(Stored data)
——

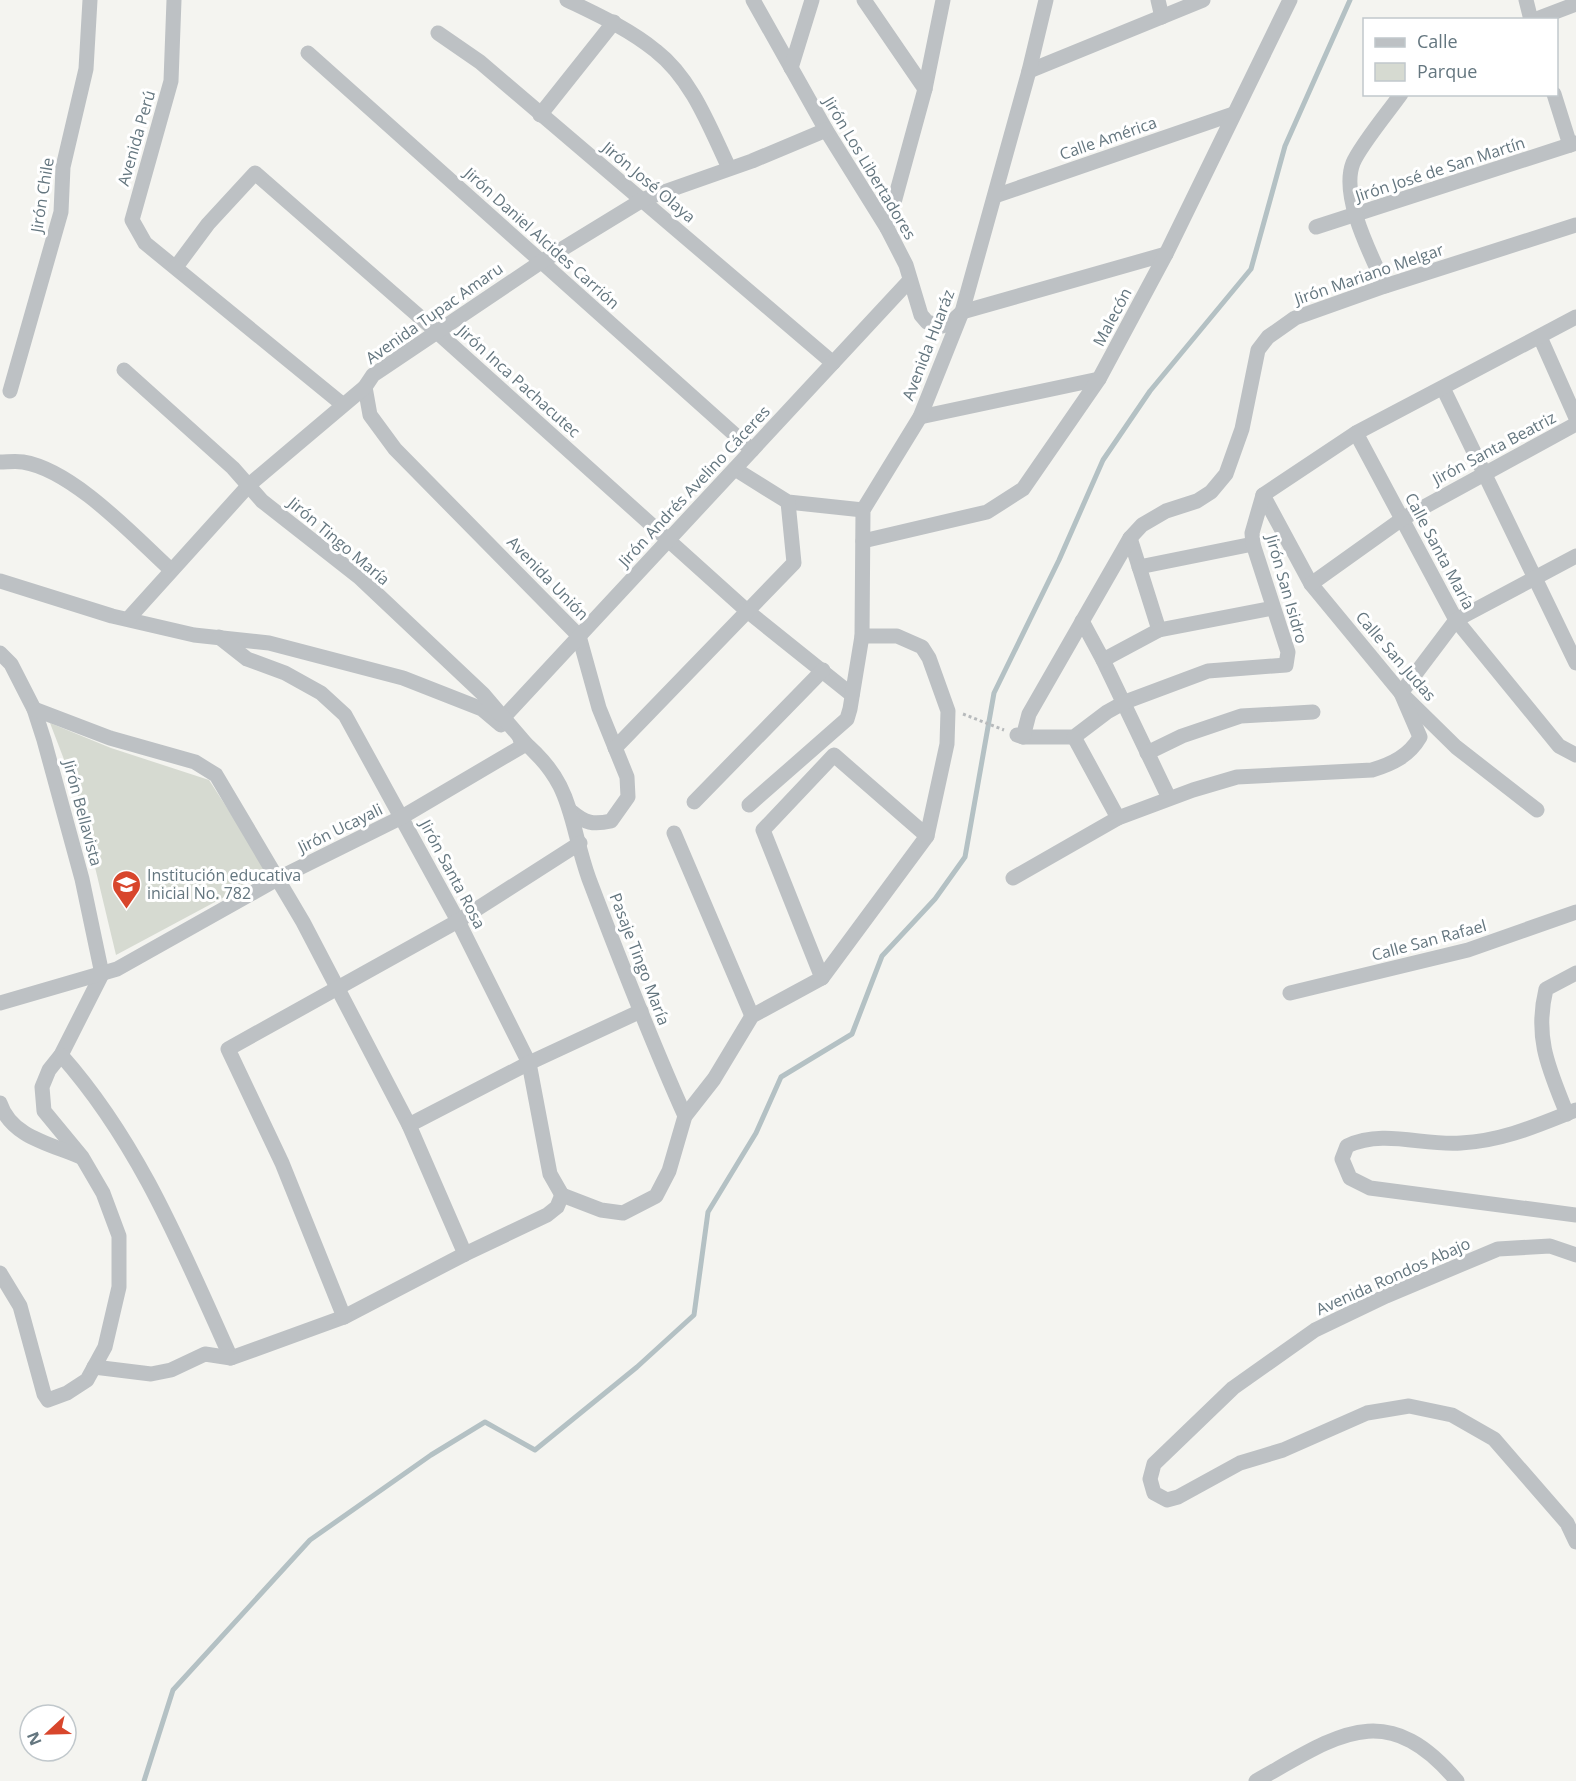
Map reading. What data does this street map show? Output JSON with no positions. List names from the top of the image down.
{
  "streets": {
    "street": [
      "Avenida Perú",
      "Calle América",
      "Jirón Los Libertadores",
      "Jirón José de San Martín",
      "Jirón José Olaya",
      "Jirón Chile",
      "Jirón Daniel Alcides Carrión",
      "Jirón Mariano Melgar",
      "Avenida Tupac Amaru",
      "Malecón",
      "Avenida Huaráz",
      "Jirón Inca Pachacutec",
      "Jirón Santa Beatriz",
      "Jirón Andrés Avelino Cáceres",
      "Jirón Tingo María",
      "Calle Santa María",
      "Avenida Unión",
      "Jirón San Isidro",
      "Calle San Judas",
      "Jirón Bellavista",
      "Jirón Ucayali",
      "Jirón Santa Rosa",
      "Calle San Rafael",
      "Pasaje Tingo María",
      "Avenida Rondos Abajo"
    ]
  },
  "crossings": [
    ["Avenida Perú", "Jirón Inca Pachacutec"],
    ["Calle América", "Malecón"],
    ["Calle América", "Avenida Huaráz"],
    ["Jirón Los Libertadores", "Avenida Tupac Amaru"],
    ["Jirón Los Libertadores", "Avenida Huaráz"],
    ["Jirón Los Libertadores", "Jirón Andrés Avelino Cáceres"],
    ["Jirón José Olaya", "Avenida Tupac Amaru"],
    ["Jirón José Olaya", "Jirón Andrés Avelino Cáceres"],
    ["Jirón Daniel Alcides Carrión", "Avenida Tupac Amaru"],
    ["Jirón Daniel Alcides Carrión", "Jirón Andrés Avelino Cáceres"],
    ["Avenida Tupac Amaru", "Jirón Inca Pachacutec"],
    ["Avenida Tupac Amaru", "Jirón Tingo María"],
    ["Avenida Tupac Amaru", "Avenida Unión"],
    ["Jirón Inca Pachacutec", "Jirón Andrés Avelino Cáceres"],
    ["Jirón Santa Beatriz", "Calle Santa María"],
    ["Jirón Santa Beatriz", "Calle San Judas"],
    ["Jirón Andrés Avelino Cáceres", "Jirón Tingo María"],
    ["Jirón Andrés Avelino Cáceres", "Avenida Unión"],
    ["Jirón Tingo María", "Jirón Ucayali"],
    ["Avenida Unión", "Pasaje Tingo María"],
    ["Jirón San Isidro", "Calle San Judas"],
    ["Jirón Bellavista", "Jirón Ucayali"],
    ["Jirón Ucayali", "Jirón Santa Rosa"],
    ["Jirón Santa Rosa", "Pasaje Tingo María"]
  ],
  "places": {
    "school or university": ["Institución educativa inicial No. 782"]
  },
  "legend": ["Calle", "Parque"],
  "north": "left"
}
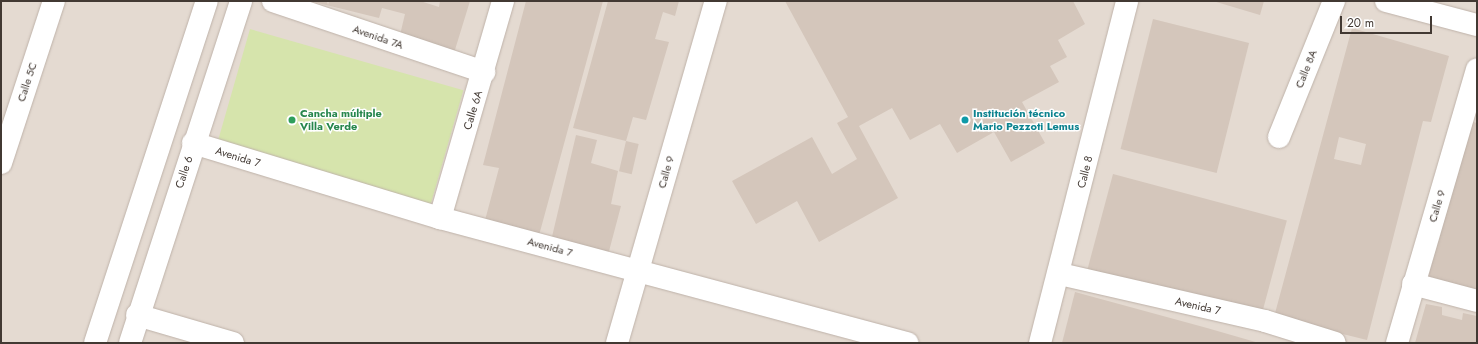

——

● WHAT YOU HAVE TO DO:
Copy all the lines of data exactly as they appear, dropping any images.

● RESPONSE AREA:
Map reading. What data does this street map show? Output JSON with no positions. List names from the top of the image down.
{
  "streets": {
    "street": [
      "Avenida Perú",
      "Calle América",
      "Jirón Los Libertadores",
      "Jirón José de San Martín",
      "Jirón José Olaya",
      "Jirón Chile",
      "Jirón Daniel Alcides Carrión",
      "Jirón Mariano Melgar",
      "Avenida Tupac Amaru",
      "Malecón",
      "Avenida Huaráz",
      "Jirón Inca Pachacutec",
      "Jirón Santa Beatriz",
      "Jirón Andrés Avelino Cáceres",
      "Jirón Tingo María",
      "Calle Santa María",
      "Avenida Unión",
      "Jirón San Isidro",
      "Calle San Judas",
      "Jirón Bellavista",
      "Jirón Ucayali",
      "Jirón Santa Rosa",
      "Calle San Rafael",
      "Pasaje Tingo María",
      "Avenida Rondos Abajo"
    ]
  },
  "crossings": [
    ["Avenida Perú", "Jirón Inca Pachacutec"],
    ["Calle América", "Malecón"],
    ["Calle América", "Avenida Huaráz"],
    ["Jirón Los Libertadores", "Avenida Tupac Amaru"],
    ["Jirón Los Libertadores", "Avenida Huaráz"],
    ["Jirón Los Libertadores", "Jirón Andrés Avelino Cáceres"],
    ["Jirón José Olaya", "Avenida Tupac Amaru"],
    ["Jirón José Olaya", "Jirón Andrés Avelino Cáceres"],
    ["Jirón Daniel Alcides Carrión", "Avenida Tupac Amaru"],
    ["Jirón Daniel Alcides Carrión", "Jirón Andrés Avelino Cáceres"],
    ["Avenida Tupac Amaru", "Jirón Inca Pachacutec"],
    ["Avenida Tupac Amaru", "Jirón Tingo María"],
    ["Avenida Tupac Amaru", "Avenida Unión"],
    ["Jirón Inca Pachacutec", "Jirón Andrés Avelino Cáceres"],
    ["Jirón Santa Beatriz", "Calle Santa María"],
    ["Jirón Santa Beatriz", "Calle San Judas"],
    ["Jirón Andrés Avelino Cáceres", "Jirón Tingo María"],
    ["Jirón Andrés Avelino Cáceres", "Avenida Unión"],
    ["Jirón Tingo María", "Jirón Ucayali"],
    ["Avenida Unión", "Pasaje Tingo María"],
    ["Jirón San Isidro", "Calle San Judas"],
    ["Jirón Bellavista", "Jirón Ucayali"],
    ["Jirón Ucayali", "Jirón Santa Rosa"],
    ["Jirón Santa Rosa", "Pasaje Tingo María"]
  ],
  "places": {
    "school or university": ["Institución educativa inicial No. 782"]
  },
  "legend": ["Calle", "Parque"],
  "north": "left"
}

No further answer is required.